Returns a procedure that takes a list and groups the elements by some key attribute. Uses the single-argument FUNC to retrieve key values & the EQUALITY function to compare them.

group/key

[procedure] (group/key FUNC LYST [EQUALITY equal?])

Groups a LYST of elements by some key attribute. Uses the single-argument FUNC to retrieve key values & the EQUALITY function to compare them.

The LYST must be in sorted order with respect to the key!

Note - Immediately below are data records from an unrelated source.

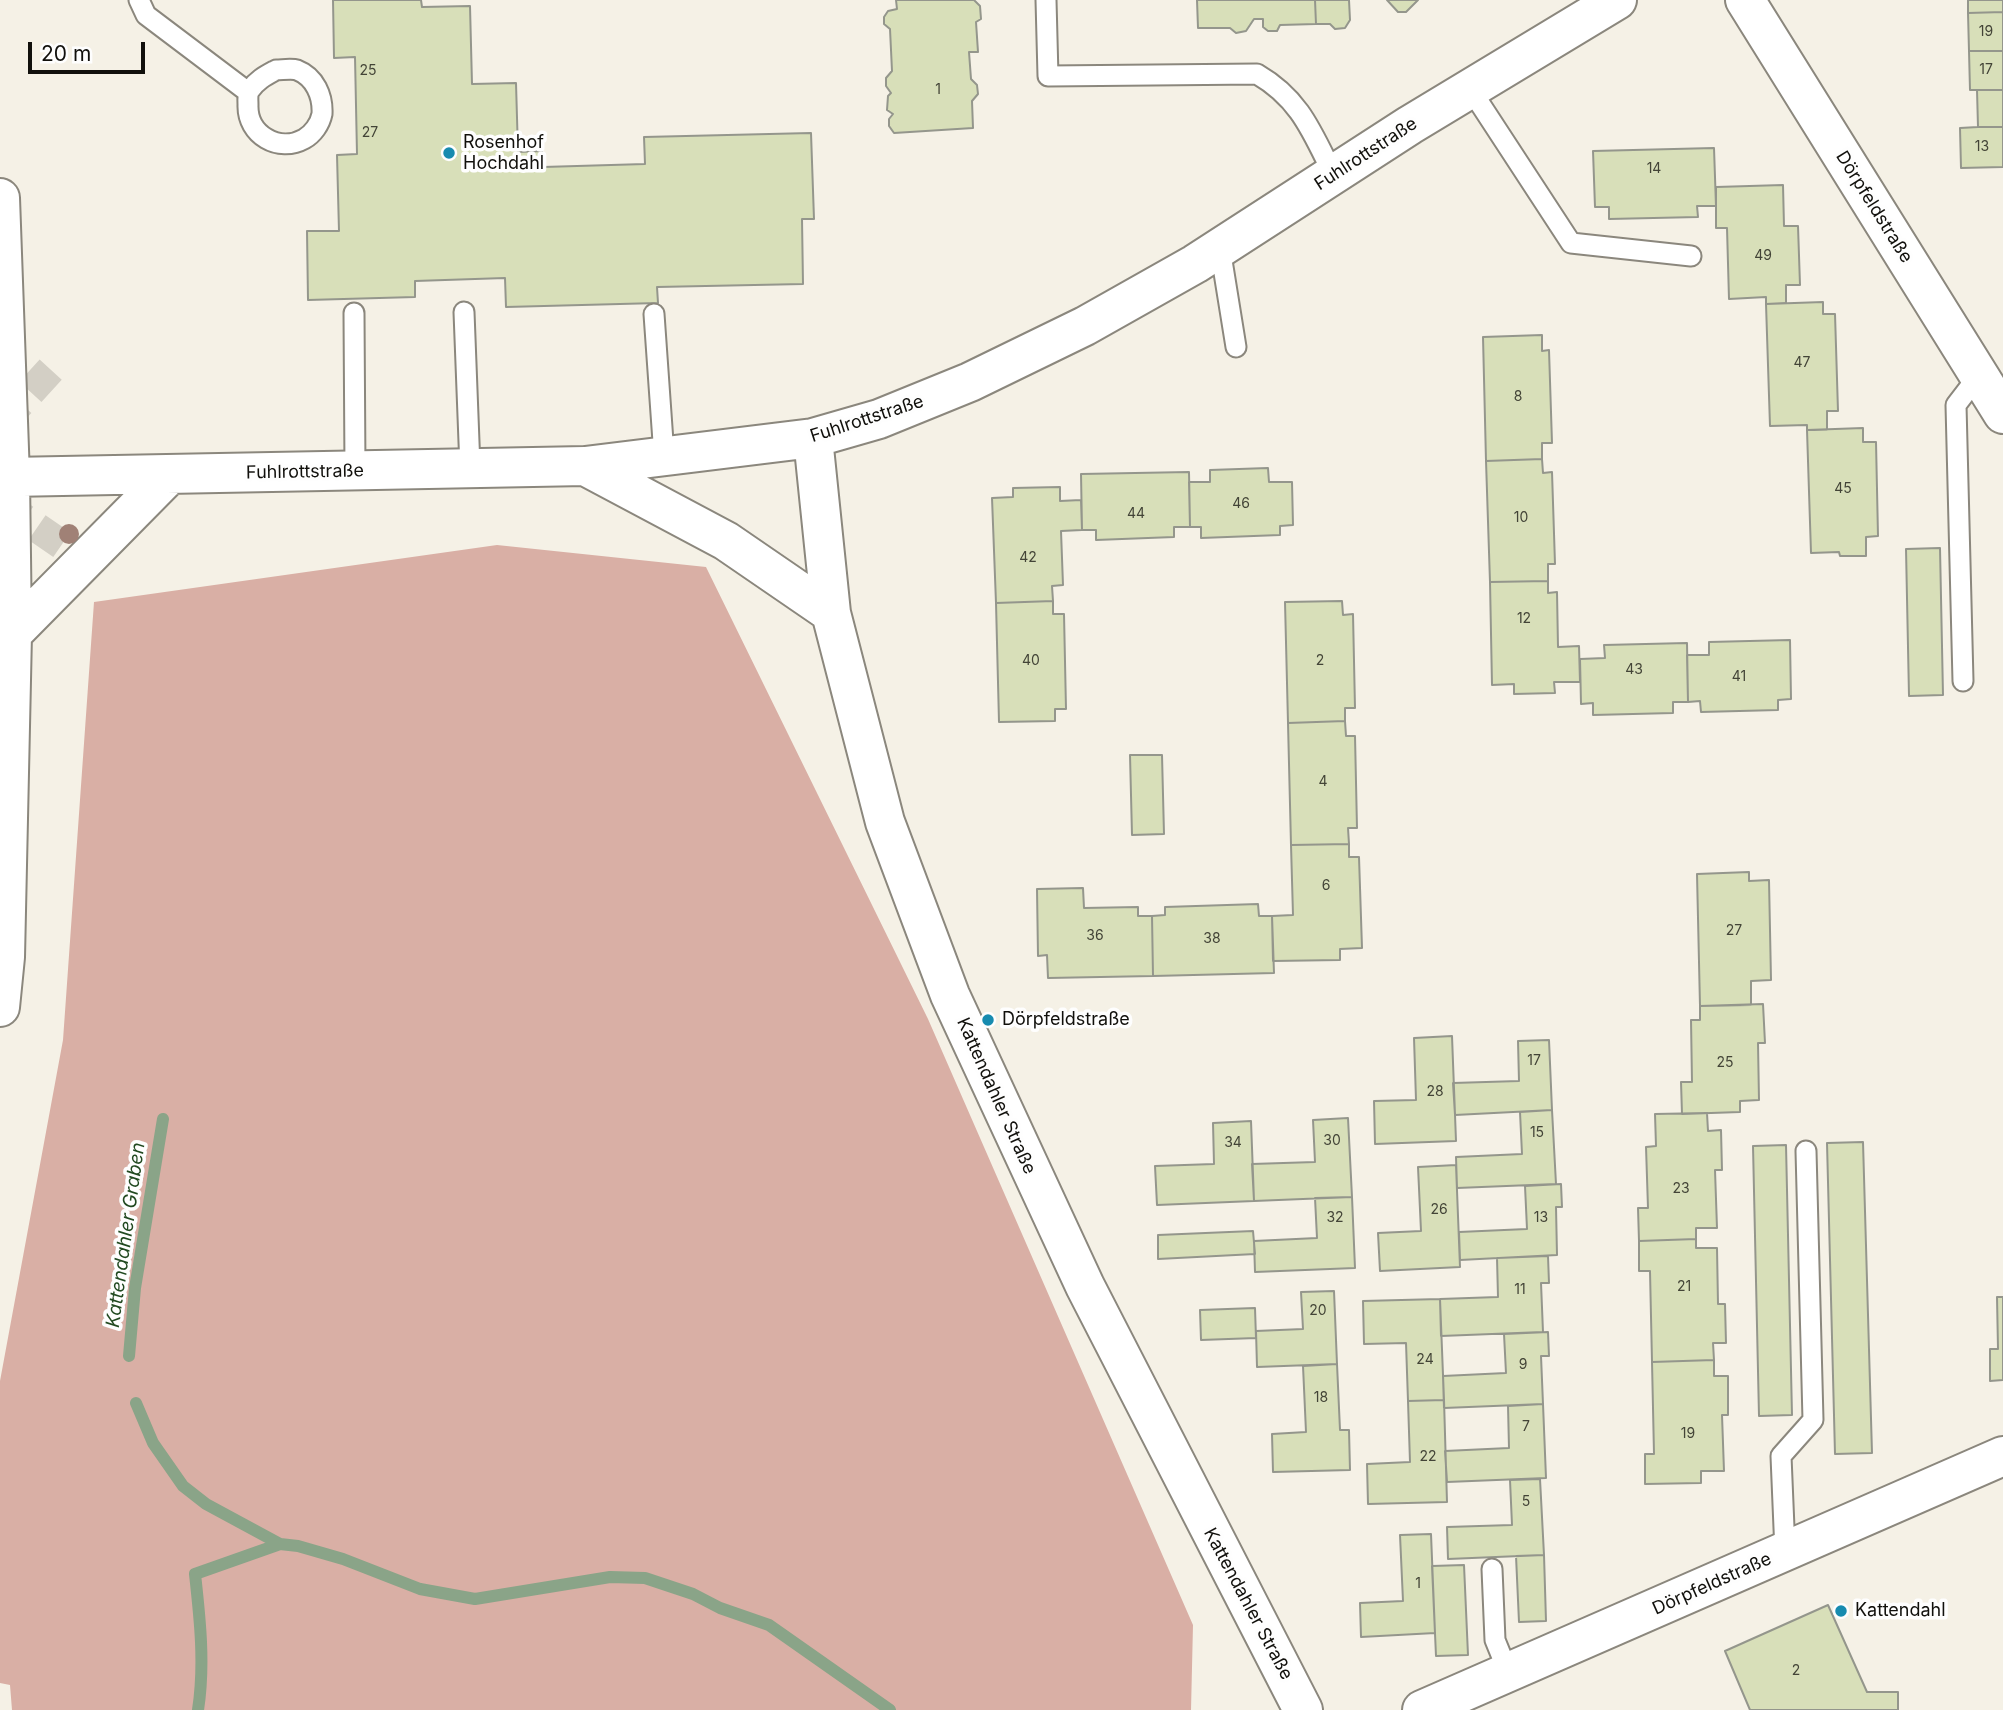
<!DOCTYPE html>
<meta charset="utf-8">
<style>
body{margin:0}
#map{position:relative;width:2003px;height:1710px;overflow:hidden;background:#f5f1e6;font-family:Inter,sans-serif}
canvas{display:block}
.scale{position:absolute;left:28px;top:42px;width:117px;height:32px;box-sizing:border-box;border:4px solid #11100c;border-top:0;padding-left:9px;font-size:21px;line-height:24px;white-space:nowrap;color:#11100c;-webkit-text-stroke:5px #fefefe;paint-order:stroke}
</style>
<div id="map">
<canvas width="2003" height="1710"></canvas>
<div class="scale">20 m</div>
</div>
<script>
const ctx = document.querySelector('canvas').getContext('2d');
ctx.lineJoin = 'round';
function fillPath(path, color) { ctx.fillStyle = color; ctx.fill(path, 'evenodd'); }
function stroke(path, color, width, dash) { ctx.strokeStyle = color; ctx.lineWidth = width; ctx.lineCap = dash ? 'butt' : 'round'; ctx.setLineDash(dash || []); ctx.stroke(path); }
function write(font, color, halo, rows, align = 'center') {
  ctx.font = font + ' Inter,sans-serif'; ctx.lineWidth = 7; ctx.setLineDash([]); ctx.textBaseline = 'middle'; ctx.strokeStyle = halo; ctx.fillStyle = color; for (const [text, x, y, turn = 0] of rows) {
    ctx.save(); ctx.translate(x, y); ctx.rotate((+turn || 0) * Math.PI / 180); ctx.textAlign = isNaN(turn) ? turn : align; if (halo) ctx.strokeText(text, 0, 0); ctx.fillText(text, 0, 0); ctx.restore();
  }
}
fillPath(new Path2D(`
 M 497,545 L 706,567 L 928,1019 L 1193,1625 L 1191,1710 L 12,1710 L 10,1685 L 0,1683 L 0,1381 L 63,1040 L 94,602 Z`), '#d9afa5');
stroke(new Path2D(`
 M 129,1356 L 135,1288 L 163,1119
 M 136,1403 L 153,1443 L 183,1486 L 206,1504 L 280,1544 L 298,1546 L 343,1559 L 420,1589 L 475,1599 L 610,1577 L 645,1578 L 693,1594 L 720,1608 L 769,1625 L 890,1710
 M 198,1710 C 205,1665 200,1619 195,1574 L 280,1544`), '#8aa488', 12);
const building = new Path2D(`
 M 333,0 L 421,0 L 422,7 L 470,6 L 472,84 L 516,83 L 518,152 L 542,151 L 543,167 L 645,164 L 644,137 L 811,133 L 814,219 L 802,219 L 803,284 L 657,287 L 658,303 L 506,307 L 505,278 L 415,281 L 415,297 L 308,300 L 307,231 L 339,231 L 337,155 L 357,154 L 355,57 L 334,58 Z
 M 896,0 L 974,0 L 980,6 L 981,19 L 976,22 L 978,52 L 969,52 L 971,79 L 977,85 L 978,94 L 972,101 L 973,128 L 894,133 L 889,126 L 889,119 L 893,114 L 887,110 L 888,96 L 891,93 L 886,86 L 886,78 L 892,71 L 890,29 L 884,24 L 884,17 L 888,11 L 897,9 Z
 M 1197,0 L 1315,0 L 1316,24 L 1280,25 L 1277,31 L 1268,31 L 1263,27 L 1263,19 L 1254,19 L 1246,31 L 1236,33 L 1230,28 L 1198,28 Z
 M 1315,0 L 1349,0 L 1350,20 L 1345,28 L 1335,29 L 1330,24 L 1316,24 Z
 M 1387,0 L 1418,0 L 1406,12 L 1398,12 Z
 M 1968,0 L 2003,0 L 2003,12 L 1968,13 Z
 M 2003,12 L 2003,51 L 1969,51 L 1968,13 Z
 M 1969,51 L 2003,51 L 2003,90 L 1970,90 Z
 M 1977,90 L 2003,90 L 2003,127 L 1978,127 Z
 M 1978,127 L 2003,127 L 2003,167 L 1961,168 L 1960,128 Z
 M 1714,148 L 1716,206 L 1697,206 L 1698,217 L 1609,219 L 1609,207 L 1595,207 L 1593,151 Z
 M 1783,185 L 1784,226 L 1798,226 L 1800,285 L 1786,285 L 1786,303 L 1766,304 L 1766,297 L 1729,299 L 1727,228 L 1716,228 L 1716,187 Z
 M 1823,302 L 1823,314 L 1835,314 L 1838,411 L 1827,411 L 1827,430 L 1807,430 L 1807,425 L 1770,426 L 1766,304 Z
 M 1542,335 L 1542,351 L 1549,350 L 1552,443 L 1542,443 L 1542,459 L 1486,461 L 1483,337 Z
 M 1863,428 L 1863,442 L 1876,442 L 1878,536 L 1866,537 L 1866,556 L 1840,556 L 1839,552 L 1811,553 L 1807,430 Z
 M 1542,459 L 1543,473 L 1552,472 L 1555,564 L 1548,564 L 1548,581 L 1490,582 L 1486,461 Z
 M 1268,468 L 1269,482 L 1292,482 L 1293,525 L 1280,526 L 1280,535 L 1201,538 L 1201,527 L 1190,527 L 1189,482 L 1210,482 L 1210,470 Z
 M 1189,472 L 1190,527 L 1174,527 L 1174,537 L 1096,540 L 1096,530 L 1082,530 L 1081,474 Z
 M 1060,487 L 1060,501 L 1081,500 L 1082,530 L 1061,531 L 1063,585 L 1052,586 L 1053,601 L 996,603 L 992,498 L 1013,497 L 1013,488 Z
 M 1940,548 L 1943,695 L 1909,696 L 1906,549 Z
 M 1548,581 L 1548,593 L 1557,592 L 1558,647 L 1579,646 L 1580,682 L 1554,682 L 1555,693 L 1514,694 L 1514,684 L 1492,685 L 1490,582 Z
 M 1053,601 L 1053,614 L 1064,614 L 1066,709 L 1055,709 L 1055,721 L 999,722 L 996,603 Z
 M 1342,601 L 1343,615 L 1353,614 L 1355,708 L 1345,708 L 1345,721 L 1288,723 L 1285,602 Z
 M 1790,640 L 1791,699 L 1778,700 L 1778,710 L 1701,712 L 1700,701 L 1688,702 L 1687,655 L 1709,655 L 1709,642 Z
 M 1687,643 L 1688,702 L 1673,702 L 1673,713 L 1593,715 L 1593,703 L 1581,704 L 1580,659 L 1605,658 L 1604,645 Z
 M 1345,721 L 1346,736 L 1355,736 L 1357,828 L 1348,828 L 1349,844 L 1291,845 L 1288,723 Z
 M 1130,755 L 1162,755 L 1164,834 L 1132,835 Z
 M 1349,844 L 1349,857 L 1359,857 L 1362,948 L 1340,949 L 1340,960 L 1273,961 L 1272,916 L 1293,915 L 1291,845 Z
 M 1749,872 L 1749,881 L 1769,880 L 1771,980 L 1751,981 L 1751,1005 L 1700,1006 L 1697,874 Z
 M 1083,888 L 1084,908 L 1138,907 L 1138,916 L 1152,916 L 1153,976 L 1048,978 L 1047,955 L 1038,956 L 1037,889 Z
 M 1258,904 L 1259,916 L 1272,916 L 1274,973 L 1153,976 L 1152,916 L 1165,915 L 1165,907 Z
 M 1763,1004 L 1765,1043 L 1758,1043 L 1759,1100 L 1740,1101 L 1740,1112 L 1682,1114 L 1681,1082 L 1692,1082 L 1691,1020 L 1700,1020 L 1700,1006 Z
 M 1452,1036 L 1456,1141 L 1375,1144 L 1374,1101 L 1416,1100 L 1414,1038 Z
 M 1549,1040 L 1552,1110 L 1455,1115 L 1453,1083 L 1519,1081 L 1518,1041 Z
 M 1552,1110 L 1556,1184 L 1457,1188 L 1456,1157 L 1522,1154 L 1520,1112 Z
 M 1707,1113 L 1708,1131 L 1721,1130 L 1722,1170 L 1715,1170 L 1717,1228 L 1696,1228 L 1696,1239 L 1639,1241 L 1638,1208 L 1648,1208 L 1646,1147 L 1656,1146 L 1655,1114 Z
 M 1348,1118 L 1352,1197 L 1254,1201 L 1252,1164 L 1315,1162 L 1313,1120 Z
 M 1251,1121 L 1254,1201 L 1157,1205 L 1155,1166 L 1214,1164 L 1213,1123 Z
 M 1863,1142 L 1872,1453 L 1835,1454 L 1827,1143 Z
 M 1786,1145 L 1792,1415 L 1759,1416 L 1753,1146 Z
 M 1456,1165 L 1460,1267 L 1380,1271 L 1378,1233 L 1421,1231 L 1418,1167 Z
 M 1561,1184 L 1562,1207 L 1556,1207 L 1557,1255 L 1460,1260 L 1459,1232 L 1527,1229 L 1525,1186 Z
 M 1352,1197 L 1355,1268 L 1255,1272 L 1254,1241 L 1317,1238 L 1315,1198 Z
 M 1253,1231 L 1255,1254 L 1158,1259 L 1158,1235 Z
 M 1696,1239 L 1696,1248 L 1717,1248 L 1718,1304 L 1725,1304 L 1726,1343 L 1713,1343 L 1714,1360 L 1652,1362 L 1650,1271 L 1639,1271 L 1639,1241 Z
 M 1548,1256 L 1549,1283 L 1541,1283 L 1543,1332 L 1441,1336 L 1440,1299 L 1498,1297 L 1497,1258 Z
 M 1334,1291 L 1337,1364 L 1257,1367 L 1256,1331 L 1303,1329 L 1301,1292 Z
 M 1997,1297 L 2003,1297 L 2003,1380 L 1990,1381 L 1990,1349 L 1998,1349 Z
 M 1440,1299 L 1444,1400 L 1408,1401 L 1406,1343 L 1364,1344 L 1363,1301 Z
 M 1255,1308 L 1256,1338 L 1201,1340 L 1200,1310 Z
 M 1548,1332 L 1549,1356 L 1541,1356 L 1543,1404 L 1444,1408 L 1443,1376 L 1506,1373 L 1504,1334 Z
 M 1714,1360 L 1714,1376 L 1728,1376 L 1728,1415 L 1722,1415 L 1724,1471 L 1701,1471 L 1701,1483 L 1645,1484 L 1645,1454 L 1654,1454 L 1652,1362 Z
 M 1337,1364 L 1340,1430 L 1349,1430 L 1350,1470 L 1273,1472 L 1272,1434 L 1306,1432 L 1303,1366 Z
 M 1444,1400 L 1447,1502 L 1368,1504 L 1367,1464 L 1410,1462 L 1408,1401 Z
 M 1543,1404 L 1546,1478 L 1447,1482 L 1445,1451 L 1509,1448 L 1508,1406 Z
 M 1540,1479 L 1544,1555 L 1448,1559 L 1447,1527 L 1512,1525 L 1510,1480 Z
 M 1431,1534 L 1435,1633 L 1361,1637 L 1360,1603 L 1403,1601 L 1400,1535 Z
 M 1544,1555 L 1546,1621 L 1519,1622 L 1516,1556 Z
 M 1464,1565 L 1468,1655 L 1436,1656 L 1432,1566 Z
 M 1828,1605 L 1867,1692 L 1898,1692 L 1898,1710 L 1750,1710 L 1725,1651 Z`);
fillPath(building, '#d8dfb9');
stroke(building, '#94968c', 2);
stroke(new Path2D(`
 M 0,425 L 55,365
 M 0,502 L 106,575`), '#d3cfc5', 30, [30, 15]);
const service = new Path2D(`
 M 139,0 L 146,15 L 248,92
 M 1046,0 L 1048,76 L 1257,74 C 1300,99 1312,132 1333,174
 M 276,70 C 282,70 291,68 297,70 C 315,77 323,96 322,114 C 320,124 313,134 304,139 C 279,153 247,135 248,105 C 248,99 247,94 250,90 C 257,80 265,76 276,70 Z
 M 1471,90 L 1571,243 L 1691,256
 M 1220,248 L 1236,347
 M 464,312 L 470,468
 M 354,313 L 355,470
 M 654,314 L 664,456
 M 1963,681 L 1956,405 L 1979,375
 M 1785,1552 L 1781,1456 L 1813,1420 L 1806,1151
 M 1492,1569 L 1495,1640 L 1508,1672`);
const minor = new Path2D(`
 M 1745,0 L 2003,414
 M 1422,1710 L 2003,1456`);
const tertiary = new Path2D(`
 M 0,198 L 10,477 L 12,634 L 5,957 L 0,1007
 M 813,438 L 831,613 L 885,822 L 950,995 L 1085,1286 L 1303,1710
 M 585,466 L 726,541 L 831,613
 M 10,477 L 585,466 L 813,438 L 879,419 L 970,382 L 1085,326 L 1195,264 L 1410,125 L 1617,0
 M 12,634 L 170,474`);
stroke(service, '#8b877d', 23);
stroke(minor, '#8b877d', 42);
stroke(tertiary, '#8b877d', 42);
stroke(service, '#fff', 19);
stroke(minor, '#fff', 38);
stroke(tertiary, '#fff', 38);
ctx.fillStyle = '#a08176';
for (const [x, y] of [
 [69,534]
]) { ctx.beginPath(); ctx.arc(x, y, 10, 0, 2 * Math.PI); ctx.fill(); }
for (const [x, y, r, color] of [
 [449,153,7,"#178baf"],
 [988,1020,7,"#178baf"],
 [1841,1611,7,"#178baf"]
]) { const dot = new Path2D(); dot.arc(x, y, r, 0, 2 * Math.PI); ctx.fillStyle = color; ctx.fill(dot); stroke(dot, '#fefefe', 2.5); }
write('14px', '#434437', null, [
 ["19",1986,32],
 ["17",1986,70],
 ["25",368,71],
 ["1",938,90],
 ["27",370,133],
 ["13",1982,147],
 ["14",1654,169],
 ["49",1763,256],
 ["47",1802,363],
 ["8",1518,397],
 ["45",1843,489],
 ["46",1241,504],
 ["44",1136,514],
 ["10",1521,518],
 ["42",1028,558],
 ["12",1524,619],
 ["40",1031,661],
 ["2",1320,661],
 ["43",1634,670],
 ["41",1739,677],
 ["4",1323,782],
 ["6",1326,886],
 ["27",1734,931],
 ["36",1095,936],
 ["38",1212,939],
 ["17",1534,1061],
 ["25",1725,1063],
 ["28",1435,1092],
 ["15",1537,1133],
 ["30",1332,1141],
 ["34",1233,1143],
 ["23",1681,1189],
 ["26",1439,1210],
 ["32",1335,1218],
 ["13",1541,1218],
 ["21",1684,1287],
 ["11",1520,1290],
 ["20",1318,1311],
 ["24",1425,1360],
 ["9",1523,1365],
 ["18",1321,1398],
 ["7",1526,1427],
 ["19",1688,1434],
 ["22",1428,1457],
 ["5",1526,1502],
 ["1",1418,1584],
 ["2",1796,1671]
]);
write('18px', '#11100c', '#fefefe', [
 ["Rosenhof",463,143],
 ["Hochdahl",463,164],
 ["Dörpfeldstraße",1002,1020],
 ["Kattendahl",1855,1611]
], 'left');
write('18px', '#11100c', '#fefefe', [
 ["Fuhlrottstraße",1366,154,-33],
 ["Dörpfeldstraße",1874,207,58],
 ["Fuhlrottstraße",867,419,-18],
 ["Fuhlrottstraße",305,472,-1],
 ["Kattendahler Straße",996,1096,66],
 ["Dörpfeldstraße",1712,1584,-24],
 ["Kattendahler Straße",1248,1604,62]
]);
write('italic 19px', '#214920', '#fefefe', [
 ["Kattendahler Graben",126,1235,-82]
]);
</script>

Returns a list of grouped elements.

make-less-than/key

[procedure] (make-less-than/key FUNC [LESS-THAN <]) => {{procedure/2}}

Returns a two-argument procedure that uses the single-argument FUNC to retrieve key values & the two-argument LESS-THAN procedure to compare them.

make-equal/key

[procedure] (make-equal/key FUNC [EQUAL =]) => {{procedure/2}}

Returns a two-argument procedure that uses the single-argument FUNC to retrieve key values & the two-argument EQUAL procedure to compare them.

Logical Combinators

Usage

`(require-extension logical-combinators)`

andf

[procedure] (andf OBJECT...)

Eager version of and.

Returns last (not #f) OBJECT when all OBJECT... are (not #f), #f otherwise.

orf

[procedure] (orf OBJECT...)

Eager version of or.

Returns first (not #f) OBJECT, #f otherwise.

Uni Combinators

C is a function.

F, G and H are function.

Usage

`(require-extension uni-combinators)`

uni

[procedure] (uni C F) => procedure

Returns (lambda (X) (C (F X))).

uni2

[procedure] (uni2 C F) => procedure

Returns (lambda (X Y) (C (F X Y))).

uni3

[procedure] (uni3 C F) => procedure

Returns (lambda (X Y Z) (C (F X Y Z))).

uni-each

[procedure] (uni-each C F) => procedure

Same as uni.

uni-all

[procedure] (uni-all C F) => procedure

Returns (lambda XS (C (apply F XS))).

Bi Combinators

Usage

`(require-extension bi-combinators)`

bi

[procedure] (bi C F G) => procedure

Returns (lambda (X) (C (F X) (G X))).

bi2

[procedure] (bi2 C F G) => procedure

Returns (lambda (X Y) (C (F X Y) (G X Y))).

bi3

[procedure] (bi3 C F G) => procedure

Returns (lambda (X Y Z) (C (F X Y Z) (G X Y Z))).

bi-each

[procedure] (bi-each C F) => procedure

Returns (lambda (X Y) (C (F X) (F Y))).

bi-all

[procedure] (bi-all C F G) => procedure

Returns (lambda XS (C (apply F XS) (apply G XS))).

Tri Combinators

Usage

`(require-extension tri-combinators)`

tri

[procedure] (tri C F G H) => procedure

Returns (lambda (X) (C (F X) (G X) (H X))).

tri2

[procedure] (tri2 C F G H) => procedure

Returns (lambda (X Y) (C (F X Y) (G X Y) (H X Y))).

tri3

[procedure] (tri3 C F G H) => procedure

Returns (lambda (X Y Z) (C (F X Y Z) (G X Y Z) (H X Y Z))).

tri-each

[procedure] (tri-each C F) => procedure

Returns (lambda (X Y Z) (C (F X) (F Y) (F Z))).

tri-all

[procedure] (tri-all C F G H) => procedure

Returns (lambda XS (C (apply F XS) (apply G XS) (apply H XS))).

Stack Combinators

These treat the argument list as a FORTH-like stack.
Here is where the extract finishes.